Upon the trial of this cause there was no necessity, in order to establish the guilt of the defendant of an assault with intent to kill, to prove that wounds' were inflicted at all. The offense of which the defendant was tried and convicted was entirely complete when it appeared that he shot Frank W. Lander with the intent to kill him.

Ye see no necessity for discussing this subject further. The learned Attorney-G-eneral has furnished for our consideration a very able and exhaustive brief *590upon this proposition, and the numerous eases cited fully support the contentions of the State upon this question. Upon an examination of the adjudications in this State applicable to the question now under consideration, we find by a long line of decisions, all of which are cited in the brief of the Attorney-General, that many indictments and informations predicated upon the same section as the information in the case at bar, and containing no clause relative to the infliction of wounds, have been expressly approved by this court, commencing with the case of State v. Vaughn, in the 26th Mo. l. c. 30, followed by some fifteen or twenty cases approving the same sort of pleading, ending with the very recent cases of State v. Bartlett and State v. Harris in the 209th Mo.

While it is true that there are a number of cases which contain the allegation as to the infliction of wounds which have also met the approval of this court, the conclusions reached in those cases as to the sufficiency of the information were not predicated upon the theory that an allegation as to the wounding was essential in order to constitute a valid charge of an assault with intent to kill under the provisions of the statute as herein indicated.

II.

Appellant complains at the action of the court in denying his applications for a continuance. We have carefully considered in detail the averments embraced in those applications. In our opinion there was no error in denying the requests therein made. The granting of continuances by the trial court must necessarily rest to some extent with the sound discretion of such trial court, and unless it is made manifest from the disclosures of the record that such discretion has been improperly, unsoundly or arbitrarily exercised this court will decline to interfere with the action of *591the trial court upon that subject. [State v. Day, 100 Mo. 242; State v. Cochran, 147 Mo. 504; State v. Burns, 148 Mo. 167; State v. Fleetwood, 223 Mo. 69.

III.

It is next contended by learned counsel for appellant that the court committed error in its action excluding evidence offered by the defendant. Upon this proposition our attention is directed to the evidence offered by witness L. E. Moody. The inquiry was made of this witness about his having had the prosecuting witness fined two or three times. The witness was proceeding to answer the inquiry and stated that he had him fined two times. Another question was propounded, “Was it for an assault on you?” The answer to that question was, “An assault; yes, sir, once. That is him and his girl there together — this one right here (indicating).” Then the additional question was propounded, “He tried to kill you did he?” The State interposed an objection to this line of examination of this witness and the objection was sustained, and in our opinion properly so.

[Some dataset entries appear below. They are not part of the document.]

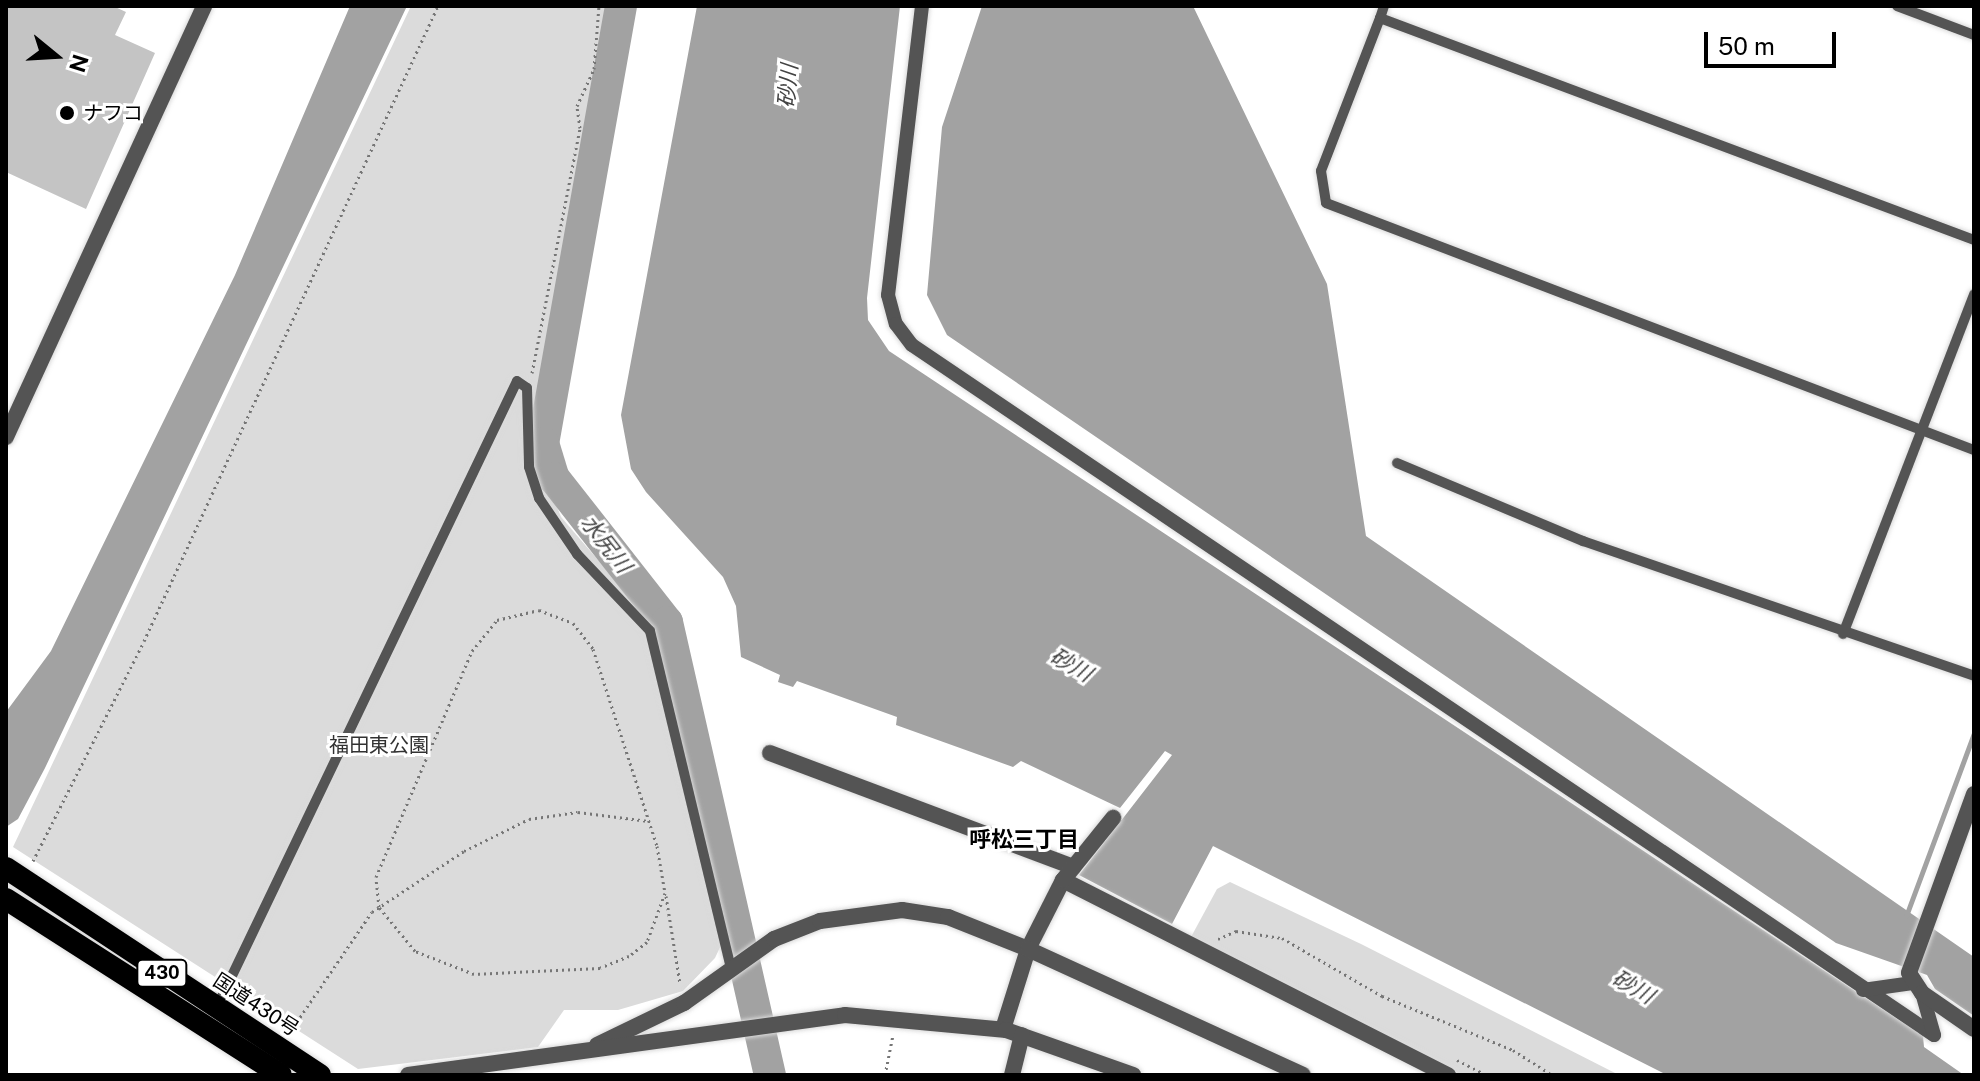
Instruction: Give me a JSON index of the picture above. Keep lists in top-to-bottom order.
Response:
{
  "streets": {
    "highway": ["430", "国道430号"]
  },
  "districts": ["呼松三丁目"],
  "water": ["砂川", "水尻川"],
  "parks": ["福田東公園"],
  "places": ["ナフコ"],
  "scale_bar": "50 m",
  "north": "right"
}
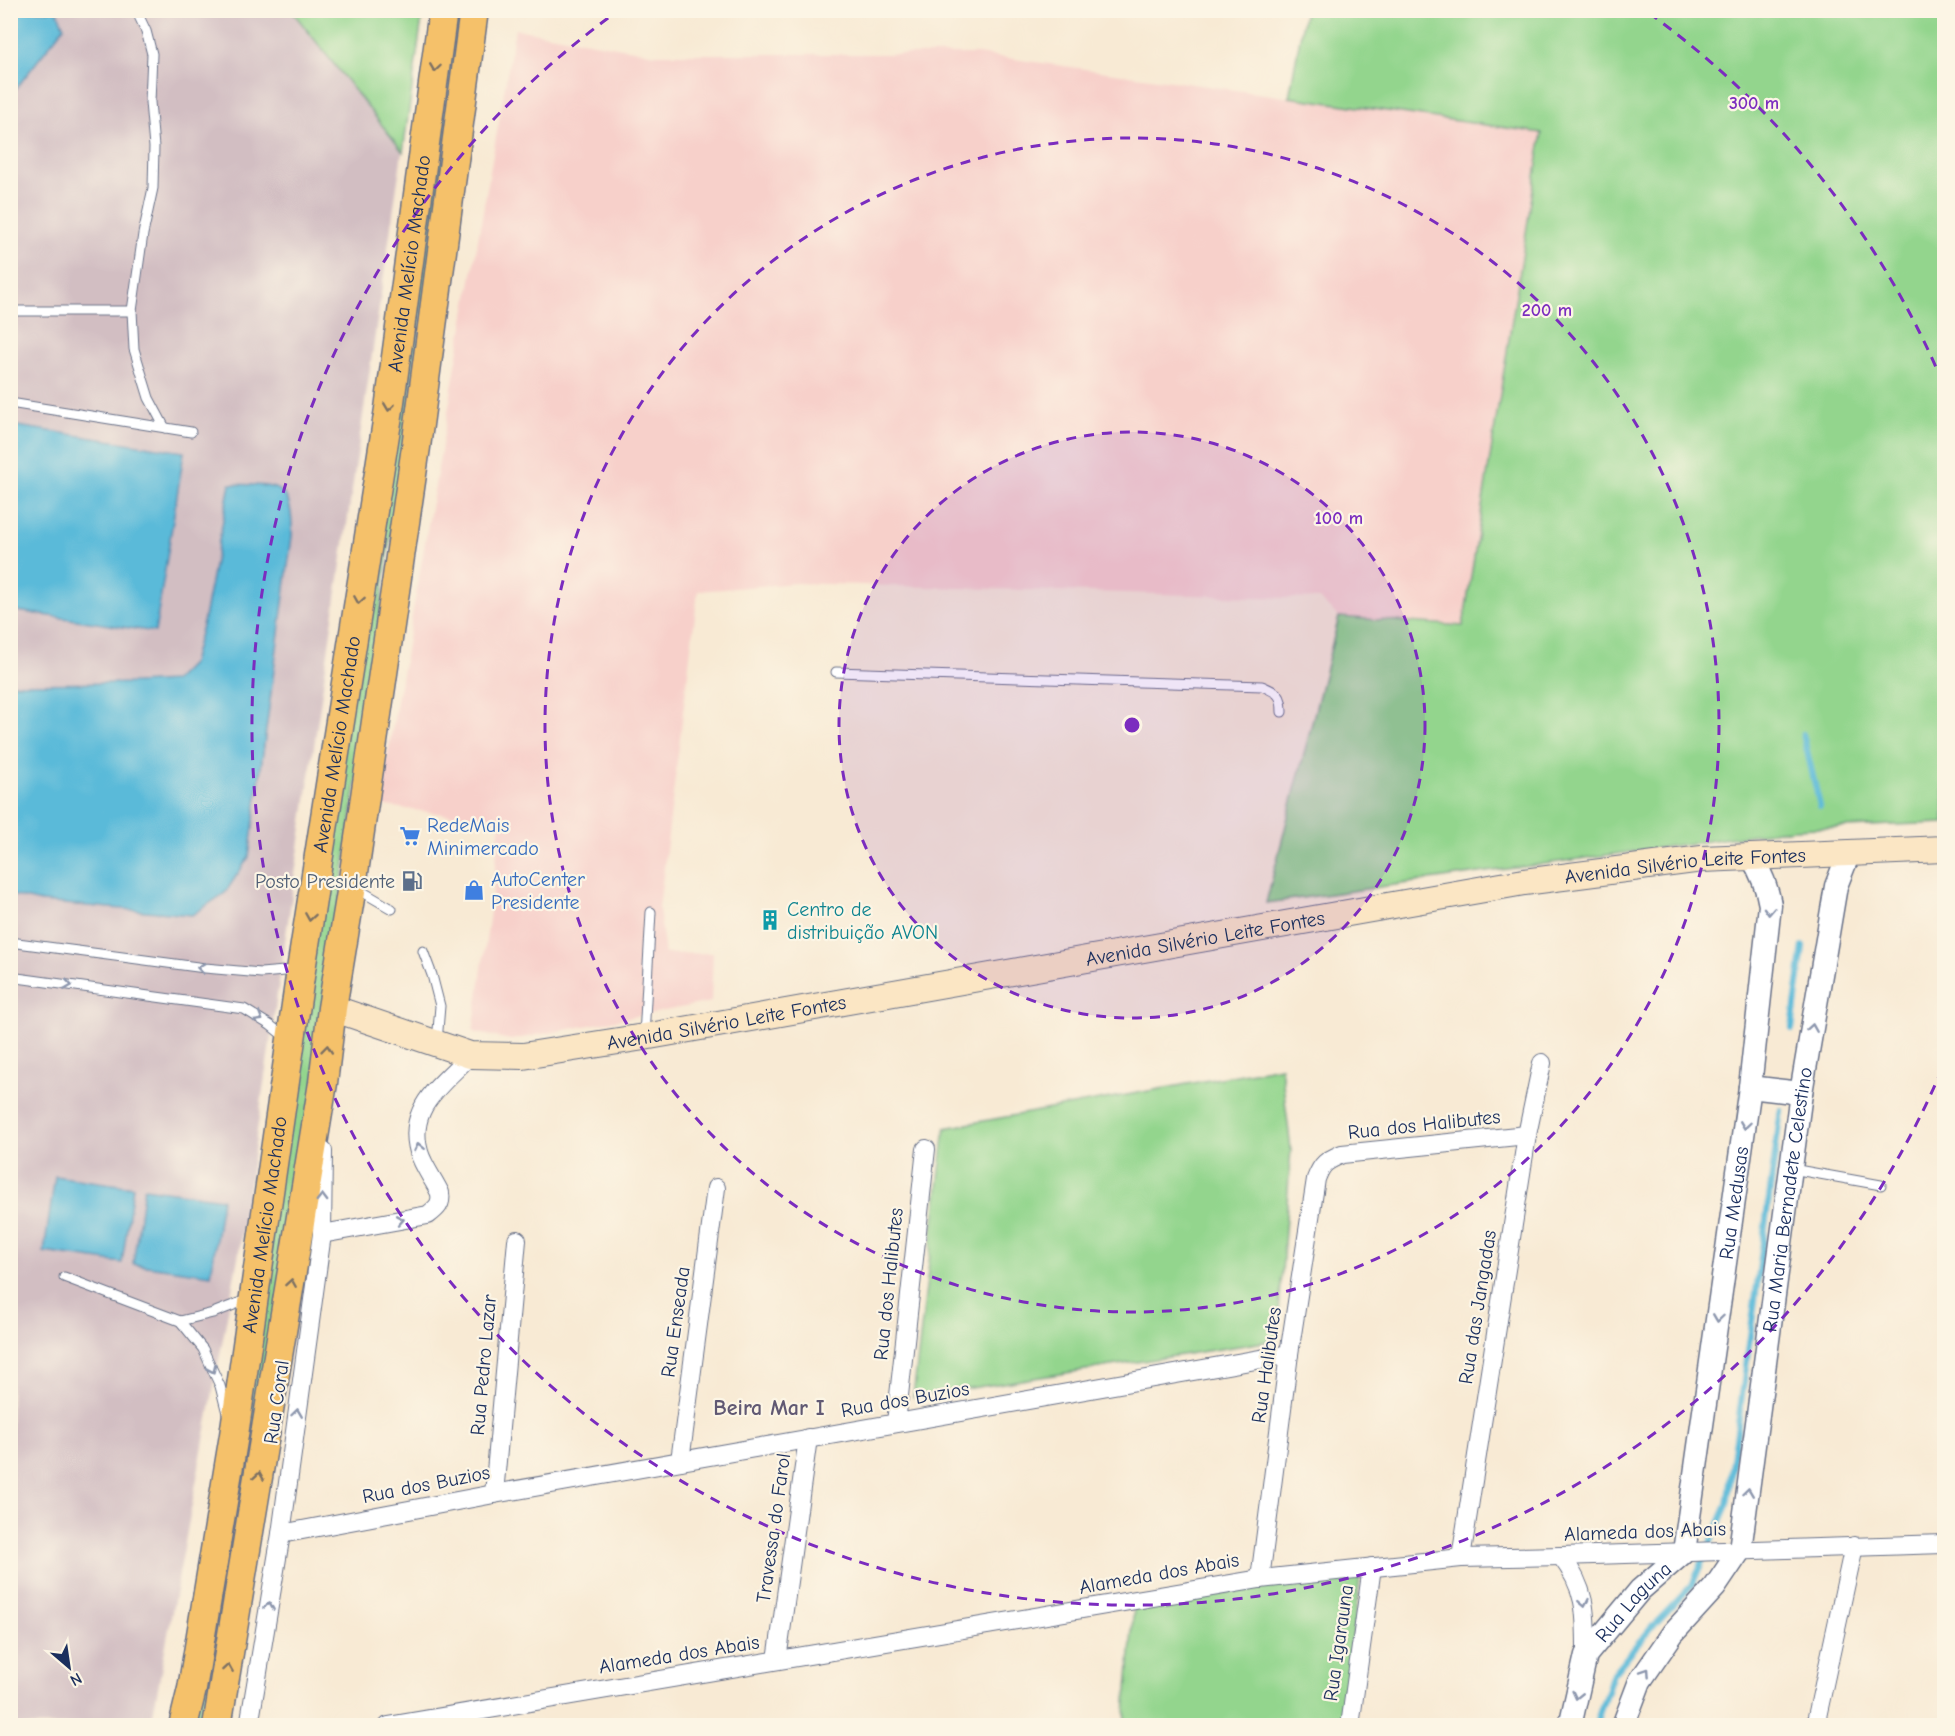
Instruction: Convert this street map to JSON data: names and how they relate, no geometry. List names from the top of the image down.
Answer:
{
  "streets": {
    "main road": ["Avenida Melício Machado", "Avenida Silvério Leite Fontes"],
    "street": [
      "Rua dos Halibutes",
      "Rua Maria Bernadete Celestino",
      "Rua Medusas",
      "Rua das Jangadas",
      "Rua Enseada",
      "Rua Pedro Lazar",
      "Rua Halibutes",
      "Rua dos Buzios",
      "Rua Coral",
      "Travessa do Farol",
      "Alameda dos Abais",
      "Rua Laguna",
      "Rua Igarauna"
    ]
  },
  "crossings": [
    ["Avenida Melício Machado", "Avenida Silvério Leite Fontes"],
    ["Avenida Melício Machado", "Rua Coral"],
    ["Avenida Silvério Leite Fontes", "Rua Maria Bernadete Celestino"],
    ["Avenida Silvério Leite Fontes", "Rua Medusas"],
    ["Rua dos Halibutes", "Rua das Jangadas"],
    ["Rua dos Halibutes", "Rua Halibutes"],
    ["Rua dos Halibutes", "Rua dos Buzios"],
    ["Rua Maria Bernadete Celestino", "Alameda dos Abais"],
    ["Rua Medusas", "Alameda dos Abais"],
    ["Rua Medusas", "Rua Laguna"],
    ["Rua das Jangadas", "Alameda dos Abais"],
    ["Rua Enseada", "Rua dos Buzios"],
    ["Rua Pedro Lazar", "Rua dos Buzios"],
    ["Rua Halibutes", "Rua dos Buzios"],
    ["Rua Halibutes", "Alameda dos Abais"],
    ["Rua dos Buzios", "Rua Coral"],
    ["Rua dos Buzios", "Travessa do Farol"],
    ["Travessa do Farol", "Alameda dos Abais"],
    ["Alameda dos Abais", "Rua Laguna"],
    ["Alameda dos Abais", "Rua Igarauna"]
  ],
  "one_way": [
    "Rua Maria Bernadete Celestino",
    "Rua Medusas",
    "Rua Coral",
    "Rua Laguna"
  ],
  "districts": ["Beira Mar I"],
  "places": {
    "supermarket": ["RedeMais Minimercado"],
    "fuel station": ["Posto Presidente"],
    "shop": ["AutoCenter Presidente"],
    "building": ["Centro de distribuição AVON"]
  },
  "north": "bottom right",
  "rings": ["300 m", "200 m", "100 m"]
}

While under the provisions of section 4680, Revised Statutes 1899, it may be shown that a witness testifying in a cause, for the purpose of affecting his credibility and the weight to be attached to his testimony, has been convicted of some criminal offense, yet the proof of the conviction of such witness of some criminal offense must be by competent evidence, which is such evidence as is recognized by the law as being sufficient to establish the fact that the witness had been convicted. Section 4680, which provides for the introduction of evidence of that character, makes the suggestion that the inquiry may be made of the witness testifying as to his previous convictions of criminal offenses; if the witness should deny it, under the provisions of the statute it would not be binding upon the party making the inquiry, but resort could then be *592had to the only legitimate proof of the conviction of the witness, that is, the record of the court or docket of the justice of the peace showing that the witness had in fact been convicted. Manifestly the evidence as offered by witness Moody, stating in a general way that the prosecuting witness had been fined two or three times, was not a method of proof of such fact recognized by the well-settled rules of evidence, hence it follows that there was no error in the court excluding it.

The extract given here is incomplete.